Demonstrando de modo prático e usando os próprios exemplos dados acima acerca do lidar hermenêutico aliancista, um dispensacionalista jamais usaria Salmo 100.3 para aplicá-lo à Igreja, pois, ali se refere especificamente a Israel. Certamente, mostraria que em João 10 a Igreja é comparada a um rebanho do qual Cristo é o Pastor, especialmente pelo verso 16 que indica a inclusão de gentios neste rebanho (cf. Jo 12.20-23, 31-33).

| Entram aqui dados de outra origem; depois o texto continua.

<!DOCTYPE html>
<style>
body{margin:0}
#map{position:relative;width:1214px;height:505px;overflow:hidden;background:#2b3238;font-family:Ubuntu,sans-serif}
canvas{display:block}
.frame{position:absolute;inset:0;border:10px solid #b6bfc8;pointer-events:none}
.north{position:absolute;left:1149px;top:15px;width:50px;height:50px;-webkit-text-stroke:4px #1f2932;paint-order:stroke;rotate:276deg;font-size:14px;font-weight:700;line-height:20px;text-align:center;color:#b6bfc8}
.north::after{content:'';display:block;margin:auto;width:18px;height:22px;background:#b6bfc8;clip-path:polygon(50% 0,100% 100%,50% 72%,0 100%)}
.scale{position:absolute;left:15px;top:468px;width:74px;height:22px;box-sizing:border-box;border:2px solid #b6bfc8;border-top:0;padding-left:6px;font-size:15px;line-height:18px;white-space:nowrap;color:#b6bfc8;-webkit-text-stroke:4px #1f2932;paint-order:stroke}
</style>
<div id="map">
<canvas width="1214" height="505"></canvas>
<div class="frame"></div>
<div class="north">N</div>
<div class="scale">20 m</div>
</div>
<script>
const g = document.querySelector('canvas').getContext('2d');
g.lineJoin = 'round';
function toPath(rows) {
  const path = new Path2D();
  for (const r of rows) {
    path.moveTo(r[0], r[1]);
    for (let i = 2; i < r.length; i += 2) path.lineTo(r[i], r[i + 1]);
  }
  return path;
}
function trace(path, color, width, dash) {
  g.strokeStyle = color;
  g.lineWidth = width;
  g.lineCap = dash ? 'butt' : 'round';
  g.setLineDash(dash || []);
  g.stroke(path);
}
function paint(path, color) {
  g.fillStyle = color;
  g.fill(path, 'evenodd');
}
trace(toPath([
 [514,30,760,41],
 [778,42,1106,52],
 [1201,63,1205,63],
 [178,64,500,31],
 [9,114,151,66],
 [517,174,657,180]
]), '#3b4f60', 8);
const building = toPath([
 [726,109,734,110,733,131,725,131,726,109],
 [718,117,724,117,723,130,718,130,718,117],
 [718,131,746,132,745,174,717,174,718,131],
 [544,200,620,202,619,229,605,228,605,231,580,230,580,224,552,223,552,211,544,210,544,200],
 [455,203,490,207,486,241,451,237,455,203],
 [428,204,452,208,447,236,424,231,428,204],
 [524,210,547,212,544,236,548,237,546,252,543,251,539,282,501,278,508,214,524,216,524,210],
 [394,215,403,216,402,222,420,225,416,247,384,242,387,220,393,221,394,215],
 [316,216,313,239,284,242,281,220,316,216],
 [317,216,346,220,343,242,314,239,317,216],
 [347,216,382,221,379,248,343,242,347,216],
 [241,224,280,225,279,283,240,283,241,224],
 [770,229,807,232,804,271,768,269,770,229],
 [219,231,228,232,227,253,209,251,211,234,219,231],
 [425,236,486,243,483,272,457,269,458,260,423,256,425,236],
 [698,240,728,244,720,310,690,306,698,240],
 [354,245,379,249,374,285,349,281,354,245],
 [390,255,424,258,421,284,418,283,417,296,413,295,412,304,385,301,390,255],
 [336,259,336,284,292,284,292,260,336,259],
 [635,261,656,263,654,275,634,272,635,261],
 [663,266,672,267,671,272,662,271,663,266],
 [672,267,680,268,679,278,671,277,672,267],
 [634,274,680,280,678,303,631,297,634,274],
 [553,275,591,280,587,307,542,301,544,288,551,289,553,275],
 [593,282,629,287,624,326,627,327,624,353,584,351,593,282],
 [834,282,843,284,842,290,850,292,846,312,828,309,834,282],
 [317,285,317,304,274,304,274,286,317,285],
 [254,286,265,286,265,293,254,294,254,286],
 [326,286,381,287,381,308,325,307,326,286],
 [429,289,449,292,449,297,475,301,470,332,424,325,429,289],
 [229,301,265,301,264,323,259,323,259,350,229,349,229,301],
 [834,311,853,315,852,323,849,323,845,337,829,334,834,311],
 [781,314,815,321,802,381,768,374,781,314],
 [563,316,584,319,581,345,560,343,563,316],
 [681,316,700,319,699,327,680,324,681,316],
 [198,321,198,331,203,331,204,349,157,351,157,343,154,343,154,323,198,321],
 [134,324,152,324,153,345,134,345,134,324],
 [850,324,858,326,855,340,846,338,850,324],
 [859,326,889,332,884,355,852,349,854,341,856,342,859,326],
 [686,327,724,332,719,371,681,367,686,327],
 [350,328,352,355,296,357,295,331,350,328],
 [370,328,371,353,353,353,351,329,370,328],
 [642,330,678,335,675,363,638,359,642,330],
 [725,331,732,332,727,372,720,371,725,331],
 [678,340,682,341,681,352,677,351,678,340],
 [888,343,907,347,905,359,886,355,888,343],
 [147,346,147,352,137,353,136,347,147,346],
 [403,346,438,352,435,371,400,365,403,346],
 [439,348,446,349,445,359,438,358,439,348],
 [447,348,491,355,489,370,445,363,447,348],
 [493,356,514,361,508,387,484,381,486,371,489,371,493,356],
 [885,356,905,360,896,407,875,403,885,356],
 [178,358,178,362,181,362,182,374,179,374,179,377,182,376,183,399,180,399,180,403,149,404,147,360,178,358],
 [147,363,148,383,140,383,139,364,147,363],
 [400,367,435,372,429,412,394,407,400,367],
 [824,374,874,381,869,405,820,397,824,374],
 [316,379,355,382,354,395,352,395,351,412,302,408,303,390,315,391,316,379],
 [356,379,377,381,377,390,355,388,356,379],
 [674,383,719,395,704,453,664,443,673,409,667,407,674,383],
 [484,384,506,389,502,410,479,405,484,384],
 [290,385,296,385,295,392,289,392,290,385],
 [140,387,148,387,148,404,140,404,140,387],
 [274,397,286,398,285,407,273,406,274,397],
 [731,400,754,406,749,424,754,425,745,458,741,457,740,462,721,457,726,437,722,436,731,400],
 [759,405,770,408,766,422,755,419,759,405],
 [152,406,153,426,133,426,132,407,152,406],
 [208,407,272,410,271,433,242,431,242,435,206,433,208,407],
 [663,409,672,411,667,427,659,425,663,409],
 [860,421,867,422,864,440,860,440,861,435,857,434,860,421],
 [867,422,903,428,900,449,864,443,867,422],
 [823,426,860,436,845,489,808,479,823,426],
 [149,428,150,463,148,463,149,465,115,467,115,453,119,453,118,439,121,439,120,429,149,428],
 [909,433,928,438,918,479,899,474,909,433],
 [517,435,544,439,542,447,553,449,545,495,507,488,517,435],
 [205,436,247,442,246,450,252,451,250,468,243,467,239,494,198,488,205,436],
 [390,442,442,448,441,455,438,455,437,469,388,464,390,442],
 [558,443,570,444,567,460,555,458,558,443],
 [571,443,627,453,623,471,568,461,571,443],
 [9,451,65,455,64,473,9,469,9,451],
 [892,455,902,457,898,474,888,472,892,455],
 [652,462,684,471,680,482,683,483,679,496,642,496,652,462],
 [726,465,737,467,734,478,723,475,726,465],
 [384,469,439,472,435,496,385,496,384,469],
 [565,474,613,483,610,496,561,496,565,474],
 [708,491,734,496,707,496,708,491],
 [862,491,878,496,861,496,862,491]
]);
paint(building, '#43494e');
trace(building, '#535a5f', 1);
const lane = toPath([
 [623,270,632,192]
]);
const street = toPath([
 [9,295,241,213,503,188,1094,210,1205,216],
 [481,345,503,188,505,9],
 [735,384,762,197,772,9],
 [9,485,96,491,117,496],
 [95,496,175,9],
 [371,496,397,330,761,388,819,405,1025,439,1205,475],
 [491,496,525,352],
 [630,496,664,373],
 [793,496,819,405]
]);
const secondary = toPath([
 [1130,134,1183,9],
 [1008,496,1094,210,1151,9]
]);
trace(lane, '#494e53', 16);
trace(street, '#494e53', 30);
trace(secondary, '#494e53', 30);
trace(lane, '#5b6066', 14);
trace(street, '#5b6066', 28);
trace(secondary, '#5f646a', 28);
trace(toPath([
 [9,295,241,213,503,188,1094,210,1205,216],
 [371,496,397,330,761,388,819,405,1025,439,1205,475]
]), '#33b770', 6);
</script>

Ainda nos exemplos, Isaías 11.6 seria visto como uma profecia por se cumprir, contemporânea a uma restauração de Israel à sua terra (11.11-12), uma renovação espiritual do mesmo (11.13) e supremacia sobre as outras nações (11.14-16). O quarto mandamento já não é visto como obrigatório, pois, não existe uma ratificação no Novo, ao contrário, a guarda ou não do sábado é algo indiferente (Rm 14.1-6; Cl 2.16-17).
Conclusão
Tendo em vista os apontamentos acima, a proposta deste texto se cumpre ao mostrar as diferenças básicas do modo único e contínuo aliancista de enxergar o plano de Deus em sua relação com o homem e a maneira contínua, mas distinta, deste processo, apresentada pelo dispensacionalismo. Tais visões influenciam radicalmente a interpretação quanto à relação Israel-Igreja, ao cumprimento profético e à aplicabilidade da lei à vida da Igreja, como fora demonstrado e aplicado.